How much does this specific bond vector (like an N–H backbone bond) move around during the experiment?

The scale runs from 0 to 1:

S² value	What it means
1.0	The bond vector is completely rigid — it points in exactly the same direction in every conformation
≈ 0.85	Typical well-ordered backbone amide in a helix or β-sheet
0.4–0.7	Partially flexible — seen in surface loops, interdomain linkers
≈ 0.0	Isotropically disordered — the bond samples every direction equally (completely floppy)

Analogy: a weathervane vs. a spinning top

A weathervane that always points north has S² ≈ 1 (rigid). A spinning top wobbling in all directions has S² ≈ 0 (disordered). Most backbone amide groups are like a weathervane with a small range of wobble: they will mostly point one way, with small fluctuations.

How synth-nmr computes S² from a trajectory

For each backbone N–H bond in each frame of the trajectory, synth-nmr computes the unit vector pointing along the bond (a stick of length 1 pointing from N to H, regardless of actual bond length).
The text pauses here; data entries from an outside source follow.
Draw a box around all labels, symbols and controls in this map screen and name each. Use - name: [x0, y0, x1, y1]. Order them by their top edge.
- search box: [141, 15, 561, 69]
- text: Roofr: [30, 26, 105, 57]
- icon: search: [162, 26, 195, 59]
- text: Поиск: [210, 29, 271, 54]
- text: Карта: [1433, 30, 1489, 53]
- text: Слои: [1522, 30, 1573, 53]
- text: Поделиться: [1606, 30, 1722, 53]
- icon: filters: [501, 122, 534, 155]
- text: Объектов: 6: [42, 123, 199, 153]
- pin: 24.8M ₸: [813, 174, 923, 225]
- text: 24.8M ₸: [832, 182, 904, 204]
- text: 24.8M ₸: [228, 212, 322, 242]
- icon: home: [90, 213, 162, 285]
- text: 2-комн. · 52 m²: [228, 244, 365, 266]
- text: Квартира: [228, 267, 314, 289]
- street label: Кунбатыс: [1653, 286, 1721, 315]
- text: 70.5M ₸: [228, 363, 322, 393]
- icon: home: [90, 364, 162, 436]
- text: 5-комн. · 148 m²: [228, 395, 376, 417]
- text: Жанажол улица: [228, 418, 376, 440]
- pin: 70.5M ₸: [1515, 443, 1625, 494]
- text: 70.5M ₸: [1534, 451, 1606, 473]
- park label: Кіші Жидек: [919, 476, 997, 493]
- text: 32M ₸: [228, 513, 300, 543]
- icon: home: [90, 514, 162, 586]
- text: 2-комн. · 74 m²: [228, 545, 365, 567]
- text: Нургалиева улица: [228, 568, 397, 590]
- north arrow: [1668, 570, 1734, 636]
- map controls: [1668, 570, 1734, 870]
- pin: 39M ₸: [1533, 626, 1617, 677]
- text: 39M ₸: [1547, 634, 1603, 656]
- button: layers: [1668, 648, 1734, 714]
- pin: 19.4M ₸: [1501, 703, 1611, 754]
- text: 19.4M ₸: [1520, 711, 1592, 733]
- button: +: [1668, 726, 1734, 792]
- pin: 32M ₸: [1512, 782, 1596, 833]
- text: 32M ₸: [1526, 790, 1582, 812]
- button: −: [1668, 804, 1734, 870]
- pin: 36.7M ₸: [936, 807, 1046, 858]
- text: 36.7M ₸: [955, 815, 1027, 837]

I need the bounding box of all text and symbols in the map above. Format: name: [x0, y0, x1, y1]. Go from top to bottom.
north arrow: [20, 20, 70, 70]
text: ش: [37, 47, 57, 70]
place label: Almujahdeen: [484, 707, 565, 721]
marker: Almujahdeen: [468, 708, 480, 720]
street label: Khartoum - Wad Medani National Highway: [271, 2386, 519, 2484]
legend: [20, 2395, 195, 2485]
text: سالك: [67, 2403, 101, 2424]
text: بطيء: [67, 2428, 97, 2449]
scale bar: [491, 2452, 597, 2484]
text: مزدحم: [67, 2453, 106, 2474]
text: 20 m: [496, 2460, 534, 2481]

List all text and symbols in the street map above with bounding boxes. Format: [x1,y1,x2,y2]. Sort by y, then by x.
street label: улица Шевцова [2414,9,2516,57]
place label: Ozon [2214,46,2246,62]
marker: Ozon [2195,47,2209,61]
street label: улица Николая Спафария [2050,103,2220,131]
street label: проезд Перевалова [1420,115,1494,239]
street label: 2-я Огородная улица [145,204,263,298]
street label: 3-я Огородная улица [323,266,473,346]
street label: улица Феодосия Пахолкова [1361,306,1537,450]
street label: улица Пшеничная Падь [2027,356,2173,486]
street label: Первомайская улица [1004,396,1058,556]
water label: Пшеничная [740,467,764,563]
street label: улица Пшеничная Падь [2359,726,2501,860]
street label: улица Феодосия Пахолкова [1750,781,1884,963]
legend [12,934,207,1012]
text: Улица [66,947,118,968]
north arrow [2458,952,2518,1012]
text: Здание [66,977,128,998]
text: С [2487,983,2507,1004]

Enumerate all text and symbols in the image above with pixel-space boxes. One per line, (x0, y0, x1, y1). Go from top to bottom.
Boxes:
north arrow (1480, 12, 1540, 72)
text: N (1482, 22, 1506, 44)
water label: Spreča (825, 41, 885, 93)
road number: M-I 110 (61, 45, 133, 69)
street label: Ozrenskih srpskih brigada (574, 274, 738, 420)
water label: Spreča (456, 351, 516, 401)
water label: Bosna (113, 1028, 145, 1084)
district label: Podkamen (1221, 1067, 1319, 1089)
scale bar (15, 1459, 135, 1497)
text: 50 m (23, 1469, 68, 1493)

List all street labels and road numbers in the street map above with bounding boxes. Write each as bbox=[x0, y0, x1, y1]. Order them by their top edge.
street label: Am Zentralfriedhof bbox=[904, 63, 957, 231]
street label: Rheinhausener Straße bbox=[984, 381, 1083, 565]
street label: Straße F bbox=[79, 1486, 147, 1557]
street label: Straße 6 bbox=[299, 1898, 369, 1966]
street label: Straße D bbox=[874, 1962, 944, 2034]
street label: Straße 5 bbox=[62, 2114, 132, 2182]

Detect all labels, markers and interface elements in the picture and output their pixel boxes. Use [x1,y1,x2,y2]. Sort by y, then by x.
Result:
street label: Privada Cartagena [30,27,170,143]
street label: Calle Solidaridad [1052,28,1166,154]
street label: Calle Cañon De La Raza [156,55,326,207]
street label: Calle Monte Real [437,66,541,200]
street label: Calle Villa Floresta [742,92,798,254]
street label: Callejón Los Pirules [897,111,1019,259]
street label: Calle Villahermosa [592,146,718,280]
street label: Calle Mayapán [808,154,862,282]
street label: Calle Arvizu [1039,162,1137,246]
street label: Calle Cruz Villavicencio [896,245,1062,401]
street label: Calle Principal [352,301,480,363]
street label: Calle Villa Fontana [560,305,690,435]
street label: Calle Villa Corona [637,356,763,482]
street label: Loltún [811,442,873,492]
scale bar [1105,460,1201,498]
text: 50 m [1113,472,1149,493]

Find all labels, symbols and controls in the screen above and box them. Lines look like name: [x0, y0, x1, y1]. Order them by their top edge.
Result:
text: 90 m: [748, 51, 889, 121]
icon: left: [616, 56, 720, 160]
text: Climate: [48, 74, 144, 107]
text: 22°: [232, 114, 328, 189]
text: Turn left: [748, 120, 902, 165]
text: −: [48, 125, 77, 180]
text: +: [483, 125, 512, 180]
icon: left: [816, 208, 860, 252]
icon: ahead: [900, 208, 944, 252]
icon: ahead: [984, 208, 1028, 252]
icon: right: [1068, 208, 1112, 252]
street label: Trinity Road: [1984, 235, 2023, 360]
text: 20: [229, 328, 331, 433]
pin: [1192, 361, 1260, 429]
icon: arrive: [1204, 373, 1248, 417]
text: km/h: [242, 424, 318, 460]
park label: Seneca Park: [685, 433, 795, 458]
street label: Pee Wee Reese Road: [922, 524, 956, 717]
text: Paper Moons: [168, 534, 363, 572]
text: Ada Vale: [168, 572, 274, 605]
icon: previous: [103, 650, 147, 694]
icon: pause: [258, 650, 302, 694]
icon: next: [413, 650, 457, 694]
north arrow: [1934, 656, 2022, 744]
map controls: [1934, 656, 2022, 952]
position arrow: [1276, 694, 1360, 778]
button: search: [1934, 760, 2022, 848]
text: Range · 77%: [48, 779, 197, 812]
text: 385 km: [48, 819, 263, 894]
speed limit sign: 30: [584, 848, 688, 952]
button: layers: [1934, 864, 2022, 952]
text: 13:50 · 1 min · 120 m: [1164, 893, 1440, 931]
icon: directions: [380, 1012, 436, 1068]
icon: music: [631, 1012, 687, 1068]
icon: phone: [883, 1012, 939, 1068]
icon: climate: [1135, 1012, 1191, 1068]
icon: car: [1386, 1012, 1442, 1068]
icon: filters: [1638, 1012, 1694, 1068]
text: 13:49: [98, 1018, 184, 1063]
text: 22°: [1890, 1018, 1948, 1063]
If the bond barely moves across frames, all these unit vectors point nearly the same direction. Their vector average will also point strongly in that direction, giving a large magnitude.

If the bond samples all directions, the unit vectors cancel out when averaged. Their vector average will be close to zero.

The order parameter is simply:

\[S^2 = |\langle \hat{\mu} \rangle|^2\]

the squared magnitude of the mean unit vector. No model fitting required — it is a direct geometric measurement from the trajectory.

Why not just measure the average angle?

Because angles do not average correctly for vectors. If a bond points left (180°) half the time and right (0°) half the time, the average angle would be 90° — but the bond is never at 90°! Averaging the vectors correctly captures the true distribution.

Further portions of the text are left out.